Interim Seattle Public Schools Superintendent Susan Enfield, who took over management of the state’s largest school district after the board ousted Monica Goodloe-Johnson back in the spring, announced today that she will “neither seek nor accept” the permanent position of superintendent, which means she will departing the district midway through 2012 when her current contract expires.
Enfield, who previously served as the district’s chief academic officer, did not elaborate on the reasoning behind her decision, saying simply that she was leaving for “my own personal and professional reasons”.
Her announced exit follows the departures of board members Steve Sundquist and Peter Maier, who voters replaced last month with Marty McLaren and Sharon Peaslee. Incumbents Sherry Carr and Harium Martin-Morris were reelected.
Seattle Public Schools will now likely conduct a national search for a new permanent superintendent, possibly beginning next month. Whoever the board selects will be the district’s fourth leader in half a decade.
Enfield is at least leaving on her own terms. Her three predecessors (Joseph Olchefske, Raj Manhas, Maria Goodloe-Johnson) were unceremoniously shown the door after the community lost confidence in their ability to lead.
Enfield’s supporters may lament her departure, but we think it’s an opportunity for a fresh start. Seattle Public Schools already has a newly reshaped board as a result of the just-concluded November general election. Now it will be getting a new chief executive as well — someone who was not part of Maria Goodloe-Johnson’s irresponsible and unaccountable administration.

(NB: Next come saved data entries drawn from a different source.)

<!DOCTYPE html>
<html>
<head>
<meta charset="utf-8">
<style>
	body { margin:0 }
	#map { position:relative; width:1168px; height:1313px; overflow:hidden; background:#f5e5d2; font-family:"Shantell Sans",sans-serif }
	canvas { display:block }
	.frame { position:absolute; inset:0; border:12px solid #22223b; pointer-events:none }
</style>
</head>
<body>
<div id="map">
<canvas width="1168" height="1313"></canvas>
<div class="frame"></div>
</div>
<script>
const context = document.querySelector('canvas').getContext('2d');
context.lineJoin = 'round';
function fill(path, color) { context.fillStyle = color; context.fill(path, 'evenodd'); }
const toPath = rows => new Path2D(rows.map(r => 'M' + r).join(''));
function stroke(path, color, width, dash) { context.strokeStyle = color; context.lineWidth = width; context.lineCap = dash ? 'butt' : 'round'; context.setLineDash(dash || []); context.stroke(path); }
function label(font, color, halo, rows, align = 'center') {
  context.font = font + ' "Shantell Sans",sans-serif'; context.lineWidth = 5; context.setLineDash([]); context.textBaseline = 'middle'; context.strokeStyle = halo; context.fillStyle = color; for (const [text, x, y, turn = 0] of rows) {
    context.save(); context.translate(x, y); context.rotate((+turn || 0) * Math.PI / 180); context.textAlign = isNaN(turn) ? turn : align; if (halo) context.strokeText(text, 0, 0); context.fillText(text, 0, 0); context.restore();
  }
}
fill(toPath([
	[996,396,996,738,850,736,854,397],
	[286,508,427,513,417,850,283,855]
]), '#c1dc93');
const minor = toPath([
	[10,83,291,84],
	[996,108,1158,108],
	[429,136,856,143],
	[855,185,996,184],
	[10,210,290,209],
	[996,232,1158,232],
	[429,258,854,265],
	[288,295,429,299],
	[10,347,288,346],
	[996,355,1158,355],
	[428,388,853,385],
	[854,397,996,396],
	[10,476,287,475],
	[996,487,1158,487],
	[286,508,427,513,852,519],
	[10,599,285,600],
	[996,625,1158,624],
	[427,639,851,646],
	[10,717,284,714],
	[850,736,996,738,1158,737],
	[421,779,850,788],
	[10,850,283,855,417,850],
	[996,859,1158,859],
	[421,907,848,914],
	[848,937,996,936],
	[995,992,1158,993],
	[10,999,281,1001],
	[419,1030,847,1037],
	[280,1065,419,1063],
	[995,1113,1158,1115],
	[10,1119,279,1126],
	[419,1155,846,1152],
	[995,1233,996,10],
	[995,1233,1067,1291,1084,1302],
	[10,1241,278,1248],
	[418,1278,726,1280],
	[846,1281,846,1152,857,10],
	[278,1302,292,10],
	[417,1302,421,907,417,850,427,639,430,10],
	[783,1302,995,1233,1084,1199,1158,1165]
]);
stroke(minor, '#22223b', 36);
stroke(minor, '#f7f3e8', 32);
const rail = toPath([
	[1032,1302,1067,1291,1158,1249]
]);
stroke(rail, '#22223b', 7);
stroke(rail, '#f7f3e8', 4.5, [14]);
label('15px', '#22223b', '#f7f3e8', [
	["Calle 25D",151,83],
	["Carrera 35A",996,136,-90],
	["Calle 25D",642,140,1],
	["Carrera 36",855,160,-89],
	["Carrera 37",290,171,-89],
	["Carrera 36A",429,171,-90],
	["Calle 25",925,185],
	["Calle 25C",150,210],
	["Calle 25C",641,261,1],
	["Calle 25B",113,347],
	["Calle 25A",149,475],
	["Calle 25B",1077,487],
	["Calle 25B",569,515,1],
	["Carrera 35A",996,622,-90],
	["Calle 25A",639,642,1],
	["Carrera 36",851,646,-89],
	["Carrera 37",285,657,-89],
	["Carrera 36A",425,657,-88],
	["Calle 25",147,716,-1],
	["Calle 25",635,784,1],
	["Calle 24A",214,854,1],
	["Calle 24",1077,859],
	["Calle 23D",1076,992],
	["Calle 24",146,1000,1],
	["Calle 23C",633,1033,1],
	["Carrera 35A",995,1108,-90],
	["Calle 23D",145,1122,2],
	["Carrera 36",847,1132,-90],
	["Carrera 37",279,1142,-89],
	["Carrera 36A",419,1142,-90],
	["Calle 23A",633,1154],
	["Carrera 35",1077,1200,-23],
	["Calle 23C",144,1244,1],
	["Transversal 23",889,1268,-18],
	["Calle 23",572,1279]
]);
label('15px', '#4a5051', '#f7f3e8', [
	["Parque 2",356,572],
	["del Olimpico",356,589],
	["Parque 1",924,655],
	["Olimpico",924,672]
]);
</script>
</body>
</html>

Melissa Westbrook suggested last week that it seems the district is entering a new era. We certainly hope so. The district needs leadership that truly listens to parents, teachers, and especially students. It needs leadership that makes thoughtful, well-researched decisions backed by community input, not just advice dispensed by so-called “education professionals”. How about letting young people have a say in what’s best for young people, for a change? That’s what we’d like to see.